══ RECORDS FOR PROCESSING

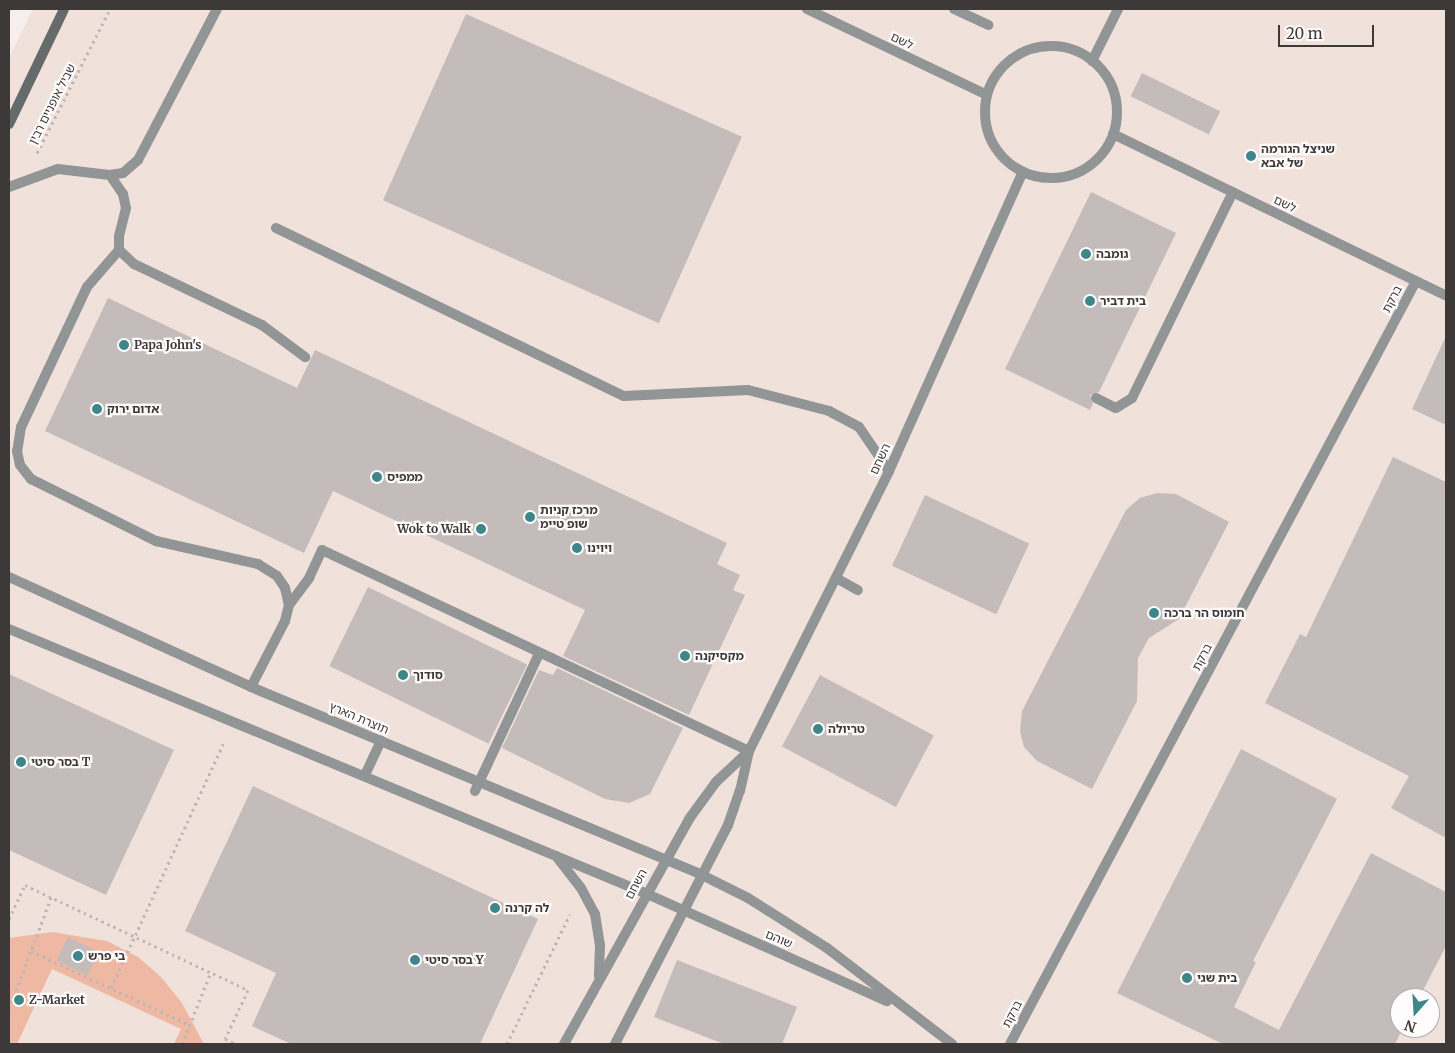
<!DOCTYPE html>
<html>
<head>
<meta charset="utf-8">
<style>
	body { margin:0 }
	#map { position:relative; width:1455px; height:1053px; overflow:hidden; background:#f5eeeb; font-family:Merriweather,"Noto Sans Hebrew",serif }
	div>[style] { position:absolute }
	.built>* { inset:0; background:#f1e1db }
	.green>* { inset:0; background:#eeb8a3 }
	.building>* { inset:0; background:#c4bcba; transform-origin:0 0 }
	.path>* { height:3px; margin-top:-1.5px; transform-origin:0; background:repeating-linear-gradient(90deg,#bcb7b4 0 2.5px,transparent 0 6.5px) }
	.service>* { height:10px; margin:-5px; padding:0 5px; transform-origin:5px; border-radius:5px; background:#919595 }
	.pedestrian>* { height:10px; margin:-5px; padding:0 5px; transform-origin:5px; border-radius:5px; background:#919595 }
	.minor>* { height:10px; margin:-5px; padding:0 5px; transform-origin:5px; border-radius:5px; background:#919595 }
	.tertiary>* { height:10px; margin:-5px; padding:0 5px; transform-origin:5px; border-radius:5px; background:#919595 }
	.tertiary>.ring { margin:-5px; padding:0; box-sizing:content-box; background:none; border:10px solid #919595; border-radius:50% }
	.secondary>* { height:10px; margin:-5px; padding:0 5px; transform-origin:5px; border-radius:5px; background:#656a6a }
	.dots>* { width:14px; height:14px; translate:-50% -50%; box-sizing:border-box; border:2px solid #fefcfc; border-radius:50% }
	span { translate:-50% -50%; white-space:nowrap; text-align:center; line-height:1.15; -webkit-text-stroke:4.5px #fefcfc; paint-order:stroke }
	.street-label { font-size:12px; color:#3c3938 }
	.poi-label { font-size:12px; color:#3c3938; font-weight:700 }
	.left { translate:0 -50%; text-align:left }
	.right { translate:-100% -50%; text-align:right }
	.frame { position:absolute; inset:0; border:10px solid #3c3938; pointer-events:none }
	.north { position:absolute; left:1390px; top:988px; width:50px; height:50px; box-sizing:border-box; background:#fefcfc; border:1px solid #b0aeae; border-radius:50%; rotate:199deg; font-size:14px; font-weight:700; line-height:20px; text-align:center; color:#3c3938 }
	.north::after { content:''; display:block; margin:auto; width:18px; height:22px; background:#3e8689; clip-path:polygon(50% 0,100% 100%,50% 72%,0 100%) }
	.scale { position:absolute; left:1278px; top:25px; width:96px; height:22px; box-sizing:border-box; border:2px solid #3c3938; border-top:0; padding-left:6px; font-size:15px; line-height:18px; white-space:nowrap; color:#3c3938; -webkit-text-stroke:4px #fefcfc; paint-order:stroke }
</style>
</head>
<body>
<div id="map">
	<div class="built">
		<i style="clip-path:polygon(evenodd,33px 9px,1446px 9px,1446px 1044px,9px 1044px,9px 58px,33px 9px,1400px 998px,1430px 998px,1430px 1028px,1400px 1028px,1400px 998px)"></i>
	</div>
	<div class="green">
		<i style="clip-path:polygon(52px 932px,107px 941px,138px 957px,161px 977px,182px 1003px,204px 1044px,174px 1044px,181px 1029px,52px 969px,17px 1044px,9px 1044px,9px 938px)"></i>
	</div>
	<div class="building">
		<i style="left:466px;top:14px;width:302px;height:204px;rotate:24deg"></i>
		<i style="left:1142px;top:73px;width:87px;height:26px;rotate:26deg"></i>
		<i style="clip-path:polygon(1091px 192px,1176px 233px,1099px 392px,1090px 395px,1093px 404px,1090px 410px,1005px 369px)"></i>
		<i style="clip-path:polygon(108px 298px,297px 388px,315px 350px,727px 543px,717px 564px,740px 575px,733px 590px,745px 595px,689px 715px,563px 656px,585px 610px,333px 491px,304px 553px,45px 431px)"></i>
		<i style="clip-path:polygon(1446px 336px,1446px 425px,1412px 409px)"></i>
		<i style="clip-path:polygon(1393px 457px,1446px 482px,1446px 838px,1391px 808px,1409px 776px,1265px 703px,1300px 634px,1306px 637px)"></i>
		<i style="clip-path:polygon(1157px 493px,1176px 494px,1229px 522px,1179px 619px,1149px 638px,1138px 658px,1137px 701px,1092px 789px,1037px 761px,1024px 747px,1020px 731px,1022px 711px,1126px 510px,1140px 498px)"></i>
		<i style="left:925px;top:495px;width:115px;height:78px;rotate:25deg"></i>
		<i style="left:368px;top:587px;width:177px;height:88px;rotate:26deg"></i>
		<i style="clip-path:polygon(557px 668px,683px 728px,650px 794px,629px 803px,605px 799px,502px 748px,539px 670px,553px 675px)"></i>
		<i style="clip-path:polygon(9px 674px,174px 750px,106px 895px,9px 850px)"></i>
		<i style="left:820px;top:675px;width:129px;height:81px;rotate:28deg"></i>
		<i style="clip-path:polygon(1241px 749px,1337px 799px,1253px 961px,1256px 962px,1234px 1007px,1279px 1030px,1371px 853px,1446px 892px,1446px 946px,1419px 998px,1400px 998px,1400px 1028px,1403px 1028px,1395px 1044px,1223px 1044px,1117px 993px)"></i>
		<i style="clip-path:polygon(253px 786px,538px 919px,480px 1044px,291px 1044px,252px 1026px,276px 973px,185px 931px)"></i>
		<i style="left:68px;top:937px;width:34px;height:26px;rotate:26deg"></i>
		<i style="clip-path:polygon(677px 960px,797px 1007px,782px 1044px,724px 1044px,654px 1017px)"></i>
	</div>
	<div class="path">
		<i style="left:37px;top:153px;width:161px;rotate:-63.1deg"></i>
		<i style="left:9px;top:919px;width:38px;rotate:-65deg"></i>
		<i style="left:25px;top:885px;width:246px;rotate:25.2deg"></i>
		<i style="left:248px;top:990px;width:54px;rotate:115.1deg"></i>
		<i style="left:225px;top:1039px;width:12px;rotate:24deg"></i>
		<i style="left:31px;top:951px;width:175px;rotate:25deg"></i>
		<i style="left:111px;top:988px;width:271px;rotate:-65.3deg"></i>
		<i style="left:9px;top:1009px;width:119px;rotate:-69.3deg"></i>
		<i style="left:182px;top:1044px;width:78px;rotate:-68.1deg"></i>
		<i style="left:507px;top:1044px;width:144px;rotate:-64.1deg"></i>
	</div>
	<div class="service">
		<i style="left:954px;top:9px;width:38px;rotate:25deg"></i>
		<i style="left:110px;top:175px;width:23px;rotate:56deg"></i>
		<i style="left:123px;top:194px;width:14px;rotate:78deg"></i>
		<i style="left:126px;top:208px;width:29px;rotate:104deg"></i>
		<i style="left:119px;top:236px;width:14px;rotate:90deg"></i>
		<i style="left:119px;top:250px;width:21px;rotate:43deg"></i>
		<i style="left:134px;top:264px;width:142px;rotate:25.5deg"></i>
		<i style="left:262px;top:325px;width:54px;rotate:36.7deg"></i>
		<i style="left:276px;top:228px;width:386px;rotate:25.8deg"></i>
		<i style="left:624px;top:396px;width:124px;rotate:-2.8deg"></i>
		<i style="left:748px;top:390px;width:84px;rotate:14.5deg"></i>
		<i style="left:829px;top:411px;width:34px;rotate:28deg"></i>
		<i style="left:859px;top:427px;width:53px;rotate:55.7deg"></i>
		<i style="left:119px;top:250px;width:49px;rotate:130.9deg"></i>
		<i style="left:87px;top:287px;width:155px;rotate:115.2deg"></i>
		<i style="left:21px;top:427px;width:24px;rotate:99deg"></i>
		<i style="left:17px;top:451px;width:14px;rotate:78deg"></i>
		<i style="left:20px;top:465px;width:18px;rotate:52deg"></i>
		<i style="left:31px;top:479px;width:140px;rotate:26.4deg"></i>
		<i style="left:156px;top:541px;width:105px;rotate:12.7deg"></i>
		<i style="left:258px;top:564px;width:22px;rotate:32deg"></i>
		<i style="left:277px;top:576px;width:14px;rotate:56deg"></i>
		<i style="left:285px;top:588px;width:17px;rotate:77deg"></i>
		<i style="left:289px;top:605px;width:16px;rotate:104deg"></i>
		<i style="left:285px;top:621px;width:74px;rotate:117.3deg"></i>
		<i style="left:1096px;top:398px;width:22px;rotate:27deg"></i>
		<i style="left:1116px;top:408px;width:19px;rotate:-32deg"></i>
		<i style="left:1132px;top:398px;width:229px;rotate:-63.9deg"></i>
		<i style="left:836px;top:578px;width:25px;rotate:29deg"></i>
		<i style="left:365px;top:775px;width:38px;rotate:-65deg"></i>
	</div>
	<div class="pedestrian">
		<i style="left:289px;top:605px;width:34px;rotate:-53deg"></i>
		<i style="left:309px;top:578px;width:31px;rotate:-65deg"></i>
		<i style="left:322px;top:550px;width:472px;rotate:25.2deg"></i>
		<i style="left:475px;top:791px;width:151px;rotate:-65deg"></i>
	</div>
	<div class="minor">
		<i style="left:807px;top:9px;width:199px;rotate:25.5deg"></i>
		<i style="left:1113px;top:134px;width:370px;rotate:25.9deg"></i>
		<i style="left:9px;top:187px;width:52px;rotate:-20.2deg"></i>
		<i style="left:58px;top:169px;width:52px;rotate:6.6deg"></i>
		<i style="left:110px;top:175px;width:13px;rotate:-9deg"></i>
		<i style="left:123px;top:173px;width:20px;rotate:-41deg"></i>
		<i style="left:138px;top:160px;width:170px;rotate:-62.4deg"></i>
		<i style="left:1010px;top:1044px;width:864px;rotate:-61.98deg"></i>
	</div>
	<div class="tertiary">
		<i class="ring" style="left:985px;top:46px;width:122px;height:122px"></i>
		<i style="left:1092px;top:61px;width:58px;rotate:-63.4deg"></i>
		<i style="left:9px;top:577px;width:266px;rotate:24.4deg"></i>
		<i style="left:251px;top:687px;width:489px;rotate:22.6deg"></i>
		<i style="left:702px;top:875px;width:51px;rotate:26.6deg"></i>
		<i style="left:748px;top:898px;width:93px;rotate:32.3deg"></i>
		<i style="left:827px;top:948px;width:158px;rotate:37.5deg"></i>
		<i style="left:9px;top:629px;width:689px;rotate:22.54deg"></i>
		<i style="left:645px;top:893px;width:265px;rotate:24.1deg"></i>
		<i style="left:556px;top:856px;width:41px;rotate:52deg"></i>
		<i style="left:581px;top:888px;width:30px;rotate:62deg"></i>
		<i style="left:595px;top:914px;width:31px;rotate:81deg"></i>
		<i style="left:600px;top:945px;width:31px;rotate:92deg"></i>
		<i style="left:564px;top:1044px;width:257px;rotate:-60.9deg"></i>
		<i style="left:689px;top:819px;width:46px;rotate:-53.9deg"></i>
		<i style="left:716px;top:782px;width:45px;rotate:-43.2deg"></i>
		<i style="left:615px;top:1044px;width:246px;rotate:-62.7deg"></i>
		<i style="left:728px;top:825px;width:36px;rotate:-71deg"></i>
		<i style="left:740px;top:791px;width:41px;rotate:-77.3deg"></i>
		<i style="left:749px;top:751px;width:313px;rotate:-63.4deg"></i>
		<i style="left:889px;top:471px;width:328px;rotate:-65.9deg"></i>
	</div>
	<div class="secondary">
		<i style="left:9px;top:124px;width:127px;rotate:-64.4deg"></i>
	</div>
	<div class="dots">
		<i style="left:1251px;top:156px;background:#3e8689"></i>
		<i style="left:1086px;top:254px;background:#3e8689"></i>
		<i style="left:1090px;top:301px;background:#3e8689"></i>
		<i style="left:124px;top:345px;background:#3e8689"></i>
		<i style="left:97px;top:409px;background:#3e8689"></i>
		<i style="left:377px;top:477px;background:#3e8689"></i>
		<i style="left:530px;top:517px;background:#3e8689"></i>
		<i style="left:481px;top:529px;background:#3e8689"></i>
		<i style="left:577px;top:548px;background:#3e8689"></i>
		<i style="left:1154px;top:613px;background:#3e8689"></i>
		<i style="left:685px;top:656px;background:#3e8689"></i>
		<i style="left:403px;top:675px;background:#3e8689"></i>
		<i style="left:818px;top:729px;background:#3e8689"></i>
		<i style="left:21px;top:762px;background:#3e8689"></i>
		<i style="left:495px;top:908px;background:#3e8689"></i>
		<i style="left:78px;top:956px;background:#3e8689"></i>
		<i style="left:415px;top:960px;background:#3e8689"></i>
		<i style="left:1187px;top:978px;background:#3e8689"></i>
		<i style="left:19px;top:1000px;background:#3e8689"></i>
	</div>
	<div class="street-label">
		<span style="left:902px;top:41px;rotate:26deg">לשם</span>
		<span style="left:52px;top:104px;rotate:-63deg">שביל אופניים רבין</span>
		<span style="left:1285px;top:204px;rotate:26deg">לשם</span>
		<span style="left:1392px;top:299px;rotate:-62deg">ברקת</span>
		<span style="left:880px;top:459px;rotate:-65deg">השחם</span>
		<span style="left:1202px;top:657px;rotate:-62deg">ברקת</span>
		<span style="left:359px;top:718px;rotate:23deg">תוצרת הארץ</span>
		<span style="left:636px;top:884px;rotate:-61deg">השחם</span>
		<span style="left:779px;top:939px;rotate:23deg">שוהם</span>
		<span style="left:1012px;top:1014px;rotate:-62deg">ברקת</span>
	</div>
	<div class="poi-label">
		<span class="left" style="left:1261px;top:156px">שניצל הגורמה<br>של אבא</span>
		<span class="left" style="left:1096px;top:254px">גומבה</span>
		<span class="left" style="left:1100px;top:301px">בית דביר</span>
		<span class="left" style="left:134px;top:345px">Papa John's</span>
		<span class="left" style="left:107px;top:409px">אדום ירוק</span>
		<span class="left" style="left:387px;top:477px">ממפיס</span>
		<span class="left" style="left:540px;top:517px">מרכז קניות<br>שופ טיימ</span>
		<span class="right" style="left:471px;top:529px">Wok to Walk</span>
		<span class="left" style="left:587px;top:548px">ויוינו</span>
		<span class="left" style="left:1164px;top:613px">חומוס הר ברכה</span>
		<span class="left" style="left:695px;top:656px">מקסיקנה</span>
		<span class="left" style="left:413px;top:675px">סודוך</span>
		<span class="left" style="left:828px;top:729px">טריולה</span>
		<span class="left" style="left:31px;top:762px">בסר סיטי T</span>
		<span class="left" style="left:505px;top:908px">לה קרנה</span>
		<span class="left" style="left:88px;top:956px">בי פרש</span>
		<span class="left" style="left:425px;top:960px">בסר סיטי Y</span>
		<span class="left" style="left:1197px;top:978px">בית שגי</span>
		<span class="left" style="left:29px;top:1000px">Z-Market</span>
	</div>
	<div class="frame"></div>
	<div class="north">N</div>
	<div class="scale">20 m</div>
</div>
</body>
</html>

════

PROBLEM DESCRIPTION | The lines wanted are those from the start of the material above through the line with "height:3px; margin-top:-1.5px; transform-origin:0;", both included; print them exactly and skip any picture.

ANSWER TO THIS EXERCISE |
<!DOCTYPE html>
<html>
<head>
<meta charset="utf-8">
<style>
	body { margin:0 }
	#map { position:relative; width:1455px; height:1053px; overflow:hidden; background:#f5eeeb; font-family:Merriweather,"Noto Sans Hebrew",serif }
	div>[style] { position:absolute }
	.built>* { inset:0; background:#f1e1db }
	.green>* { inset:0; background:#eeb8a3 }
	.building>* { inset:0; background:#c4bcba; transform-origin:0 0 }
	.path>* { height:3px; margin-top:-1.5px; transform-origin:0; background:repeating-linear-gradient(90deg,#bcb7b4 0 2.5px,transparent 0 6.5px) }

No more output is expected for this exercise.